▸ Task to complete: Once the line with "M 742,669 L" is found in the entries below, repeat it and each following line exactly, up to and including the line with "M 837,700 L". Add no other lines.

Saved entries
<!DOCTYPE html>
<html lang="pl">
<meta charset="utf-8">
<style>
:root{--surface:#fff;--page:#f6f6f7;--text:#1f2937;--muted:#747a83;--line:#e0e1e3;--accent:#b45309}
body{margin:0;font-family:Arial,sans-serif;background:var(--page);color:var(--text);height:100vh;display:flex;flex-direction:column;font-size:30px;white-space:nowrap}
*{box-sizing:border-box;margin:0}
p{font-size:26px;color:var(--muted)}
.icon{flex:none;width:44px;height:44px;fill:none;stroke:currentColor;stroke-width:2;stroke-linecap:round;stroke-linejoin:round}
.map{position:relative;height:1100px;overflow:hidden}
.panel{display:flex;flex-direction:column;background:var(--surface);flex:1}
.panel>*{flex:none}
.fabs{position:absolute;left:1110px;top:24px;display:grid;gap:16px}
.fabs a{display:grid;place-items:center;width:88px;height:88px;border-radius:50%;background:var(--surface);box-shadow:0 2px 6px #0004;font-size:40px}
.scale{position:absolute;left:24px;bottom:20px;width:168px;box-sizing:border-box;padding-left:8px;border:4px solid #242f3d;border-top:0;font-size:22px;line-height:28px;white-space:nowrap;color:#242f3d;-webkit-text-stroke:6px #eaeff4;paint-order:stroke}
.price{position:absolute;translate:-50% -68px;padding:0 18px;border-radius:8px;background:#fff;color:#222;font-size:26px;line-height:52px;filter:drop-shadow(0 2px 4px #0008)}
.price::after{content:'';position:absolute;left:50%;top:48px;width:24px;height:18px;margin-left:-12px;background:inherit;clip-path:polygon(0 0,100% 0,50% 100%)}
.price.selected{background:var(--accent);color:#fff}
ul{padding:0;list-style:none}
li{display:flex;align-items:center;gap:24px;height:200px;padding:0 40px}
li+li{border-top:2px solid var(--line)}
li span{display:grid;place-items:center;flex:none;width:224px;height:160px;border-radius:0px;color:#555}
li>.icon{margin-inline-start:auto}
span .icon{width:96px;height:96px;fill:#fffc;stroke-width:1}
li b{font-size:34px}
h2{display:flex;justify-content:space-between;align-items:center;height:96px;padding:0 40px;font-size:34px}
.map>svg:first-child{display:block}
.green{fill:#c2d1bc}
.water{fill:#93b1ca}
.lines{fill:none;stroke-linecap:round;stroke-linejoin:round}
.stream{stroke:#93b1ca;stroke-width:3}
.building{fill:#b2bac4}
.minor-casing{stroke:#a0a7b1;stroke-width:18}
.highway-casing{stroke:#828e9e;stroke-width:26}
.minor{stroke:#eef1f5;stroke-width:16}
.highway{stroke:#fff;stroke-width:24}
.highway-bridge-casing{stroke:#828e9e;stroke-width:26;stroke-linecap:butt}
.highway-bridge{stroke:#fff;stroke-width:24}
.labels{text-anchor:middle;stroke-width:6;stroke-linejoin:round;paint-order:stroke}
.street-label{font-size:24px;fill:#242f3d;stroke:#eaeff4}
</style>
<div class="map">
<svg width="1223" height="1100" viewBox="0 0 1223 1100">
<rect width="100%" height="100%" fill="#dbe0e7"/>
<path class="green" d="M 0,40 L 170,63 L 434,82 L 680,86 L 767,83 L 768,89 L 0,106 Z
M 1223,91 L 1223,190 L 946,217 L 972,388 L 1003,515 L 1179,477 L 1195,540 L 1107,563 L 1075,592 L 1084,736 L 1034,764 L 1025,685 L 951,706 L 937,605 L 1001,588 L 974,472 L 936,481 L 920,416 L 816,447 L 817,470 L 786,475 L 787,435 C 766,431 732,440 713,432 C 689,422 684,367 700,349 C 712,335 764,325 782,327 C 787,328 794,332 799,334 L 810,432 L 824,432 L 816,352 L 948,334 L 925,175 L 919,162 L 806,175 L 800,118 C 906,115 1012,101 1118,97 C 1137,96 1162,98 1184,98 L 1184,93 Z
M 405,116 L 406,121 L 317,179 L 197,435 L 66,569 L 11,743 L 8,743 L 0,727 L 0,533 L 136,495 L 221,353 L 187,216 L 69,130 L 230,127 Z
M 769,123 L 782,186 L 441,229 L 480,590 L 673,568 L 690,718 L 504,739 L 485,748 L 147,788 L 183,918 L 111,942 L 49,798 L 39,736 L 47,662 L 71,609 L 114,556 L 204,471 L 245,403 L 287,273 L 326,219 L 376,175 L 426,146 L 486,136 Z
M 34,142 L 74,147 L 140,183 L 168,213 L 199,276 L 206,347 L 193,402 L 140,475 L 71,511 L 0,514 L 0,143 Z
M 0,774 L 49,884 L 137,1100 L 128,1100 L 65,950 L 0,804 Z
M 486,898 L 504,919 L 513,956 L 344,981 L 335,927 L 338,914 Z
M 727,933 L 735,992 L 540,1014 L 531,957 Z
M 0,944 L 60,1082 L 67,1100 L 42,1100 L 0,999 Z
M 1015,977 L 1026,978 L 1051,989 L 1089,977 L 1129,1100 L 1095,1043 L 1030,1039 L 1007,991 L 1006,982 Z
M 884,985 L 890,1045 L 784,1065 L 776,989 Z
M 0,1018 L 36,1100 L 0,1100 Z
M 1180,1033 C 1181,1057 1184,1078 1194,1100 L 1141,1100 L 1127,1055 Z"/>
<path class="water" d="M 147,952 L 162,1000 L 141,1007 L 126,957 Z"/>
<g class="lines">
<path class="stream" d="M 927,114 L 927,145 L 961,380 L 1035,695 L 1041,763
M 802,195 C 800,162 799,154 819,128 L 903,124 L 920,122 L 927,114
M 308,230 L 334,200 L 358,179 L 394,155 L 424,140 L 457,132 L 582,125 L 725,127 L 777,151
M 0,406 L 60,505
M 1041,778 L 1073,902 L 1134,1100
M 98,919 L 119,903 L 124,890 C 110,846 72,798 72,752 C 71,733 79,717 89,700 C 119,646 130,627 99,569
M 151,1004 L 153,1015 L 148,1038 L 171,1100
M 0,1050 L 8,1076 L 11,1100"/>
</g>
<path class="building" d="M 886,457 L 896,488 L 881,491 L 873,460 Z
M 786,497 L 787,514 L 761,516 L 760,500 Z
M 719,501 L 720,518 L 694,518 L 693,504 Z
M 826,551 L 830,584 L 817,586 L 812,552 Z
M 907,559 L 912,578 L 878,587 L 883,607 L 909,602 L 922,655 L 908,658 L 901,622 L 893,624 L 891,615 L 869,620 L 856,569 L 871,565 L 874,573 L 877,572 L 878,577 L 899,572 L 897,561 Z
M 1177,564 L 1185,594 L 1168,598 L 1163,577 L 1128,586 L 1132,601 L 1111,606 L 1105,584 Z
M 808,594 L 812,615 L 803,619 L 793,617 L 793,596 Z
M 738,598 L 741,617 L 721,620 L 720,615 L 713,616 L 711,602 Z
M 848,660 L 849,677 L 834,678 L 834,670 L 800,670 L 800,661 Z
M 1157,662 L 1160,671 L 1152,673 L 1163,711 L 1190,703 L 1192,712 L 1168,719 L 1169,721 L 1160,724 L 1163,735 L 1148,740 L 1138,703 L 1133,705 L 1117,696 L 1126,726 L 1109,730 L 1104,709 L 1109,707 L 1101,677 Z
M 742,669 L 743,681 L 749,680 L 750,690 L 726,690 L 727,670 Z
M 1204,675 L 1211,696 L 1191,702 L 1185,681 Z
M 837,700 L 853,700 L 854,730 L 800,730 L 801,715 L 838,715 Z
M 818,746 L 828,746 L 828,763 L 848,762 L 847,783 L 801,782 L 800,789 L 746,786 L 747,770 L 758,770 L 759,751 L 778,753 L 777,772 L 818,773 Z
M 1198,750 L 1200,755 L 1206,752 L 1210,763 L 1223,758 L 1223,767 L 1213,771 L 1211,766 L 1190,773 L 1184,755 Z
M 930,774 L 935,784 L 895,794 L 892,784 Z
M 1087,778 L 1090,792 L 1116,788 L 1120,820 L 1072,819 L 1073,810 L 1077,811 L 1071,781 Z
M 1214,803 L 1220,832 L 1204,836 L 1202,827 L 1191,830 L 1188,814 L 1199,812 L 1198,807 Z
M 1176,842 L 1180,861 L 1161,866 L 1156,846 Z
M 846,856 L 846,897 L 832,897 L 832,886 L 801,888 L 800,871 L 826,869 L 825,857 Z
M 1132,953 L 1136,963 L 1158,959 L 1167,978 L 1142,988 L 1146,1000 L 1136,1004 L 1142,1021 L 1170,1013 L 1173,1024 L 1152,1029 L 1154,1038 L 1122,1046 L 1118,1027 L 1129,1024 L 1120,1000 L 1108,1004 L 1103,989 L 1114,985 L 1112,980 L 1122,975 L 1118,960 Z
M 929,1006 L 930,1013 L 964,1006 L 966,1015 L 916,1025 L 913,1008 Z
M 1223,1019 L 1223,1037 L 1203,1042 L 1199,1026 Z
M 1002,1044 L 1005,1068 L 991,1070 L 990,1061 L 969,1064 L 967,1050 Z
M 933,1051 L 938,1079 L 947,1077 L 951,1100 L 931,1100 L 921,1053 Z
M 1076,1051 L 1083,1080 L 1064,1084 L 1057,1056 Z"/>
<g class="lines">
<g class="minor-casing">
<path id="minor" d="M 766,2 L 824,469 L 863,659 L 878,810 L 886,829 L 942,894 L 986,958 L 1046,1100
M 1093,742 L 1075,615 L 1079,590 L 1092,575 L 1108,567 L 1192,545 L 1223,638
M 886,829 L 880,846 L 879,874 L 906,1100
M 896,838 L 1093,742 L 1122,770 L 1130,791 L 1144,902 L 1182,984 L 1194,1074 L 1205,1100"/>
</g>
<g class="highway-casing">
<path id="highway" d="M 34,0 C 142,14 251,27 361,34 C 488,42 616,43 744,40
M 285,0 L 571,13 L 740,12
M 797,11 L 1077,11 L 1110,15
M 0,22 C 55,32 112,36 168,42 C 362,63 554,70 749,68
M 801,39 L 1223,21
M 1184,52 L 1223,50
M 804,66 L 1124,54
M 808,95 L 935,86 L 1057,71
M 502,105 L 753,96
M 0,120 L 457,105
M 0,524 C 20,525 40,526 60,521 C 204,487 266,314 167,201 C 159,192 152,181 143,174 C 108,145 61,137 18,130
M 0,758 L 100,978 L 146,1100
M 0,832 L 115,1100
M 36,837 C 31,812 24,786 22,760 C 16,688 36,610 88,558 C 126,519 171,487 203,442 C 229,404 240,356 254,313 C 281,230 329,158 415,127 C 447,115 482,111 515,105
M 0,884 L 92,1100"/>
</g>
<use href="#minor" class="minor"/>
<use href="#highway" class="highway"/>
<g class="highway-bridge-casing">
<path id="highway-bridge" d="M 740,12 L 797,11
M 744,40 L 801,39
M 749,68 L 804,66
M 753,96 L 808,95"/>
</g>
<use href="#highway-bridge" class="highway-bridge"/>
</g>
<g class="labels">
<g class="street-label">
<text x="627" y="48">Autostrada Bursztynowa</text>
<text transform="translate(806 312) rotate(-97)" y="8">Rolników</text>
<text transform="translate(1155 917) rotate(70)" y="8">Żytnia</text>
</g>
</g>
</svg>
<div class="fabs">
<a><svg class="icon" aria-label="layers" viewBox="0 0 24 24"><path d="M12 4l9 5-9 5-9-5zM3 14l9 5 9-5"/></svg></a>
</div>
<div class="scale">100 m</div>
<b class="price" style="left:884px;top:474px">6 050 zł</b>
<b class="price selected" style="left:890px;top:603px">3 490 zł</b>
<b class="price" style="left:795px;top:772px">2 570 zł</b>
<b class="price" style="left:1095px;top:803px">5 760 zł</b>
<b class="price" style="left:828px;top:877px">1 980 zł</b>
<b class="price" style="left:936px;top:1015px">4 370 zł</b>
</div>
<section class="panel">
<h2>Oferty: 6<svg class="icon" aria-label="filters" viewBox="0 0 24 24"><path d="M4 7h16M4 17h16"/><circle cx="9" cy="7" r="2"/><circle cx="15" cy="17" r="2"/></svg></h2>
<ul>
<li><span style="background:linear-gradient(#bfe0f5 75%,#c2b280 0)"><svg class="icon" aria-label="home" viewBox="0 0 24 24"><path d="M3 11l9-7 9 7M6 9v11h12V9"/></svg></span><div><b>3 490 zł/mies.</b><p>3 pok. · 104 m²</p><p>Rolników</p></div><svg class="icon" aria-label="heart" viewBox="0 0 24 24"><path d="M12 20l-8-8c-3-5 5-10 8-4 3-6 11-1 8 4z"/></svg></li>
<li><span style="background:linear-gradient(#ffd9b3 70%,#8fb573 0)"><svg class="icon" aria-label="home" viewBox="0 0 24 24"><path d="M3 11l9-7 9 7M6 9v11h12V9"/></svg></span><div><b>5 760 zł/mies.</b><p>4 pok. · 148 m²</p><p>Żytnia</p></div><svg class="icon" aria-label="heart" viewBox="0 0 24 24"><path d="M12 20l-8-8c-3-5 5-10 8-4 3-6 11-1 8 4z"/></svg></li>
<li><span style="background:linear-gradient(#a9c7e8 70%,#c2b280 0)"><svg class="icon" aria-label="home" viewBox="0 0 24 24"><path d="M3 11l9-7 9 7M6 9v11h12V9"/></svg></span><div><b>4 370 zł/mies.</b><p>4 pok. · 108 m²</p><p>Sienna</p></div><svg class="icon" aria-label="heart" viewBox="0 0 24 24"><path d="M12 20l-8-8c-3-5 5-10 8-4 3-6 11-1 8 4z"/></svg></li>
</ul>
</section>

▸ Answer to the exercise:
M 742,669 L 743,681 L 749,680 L 750,690 L 726,690 L 727,670 Z
M 1204,675 L 1211,696 L 1191,702 L 1185,681 Z
M 837,700 L 853,700 L 854,730 L 800,730 L 801,715 L 838,715 Z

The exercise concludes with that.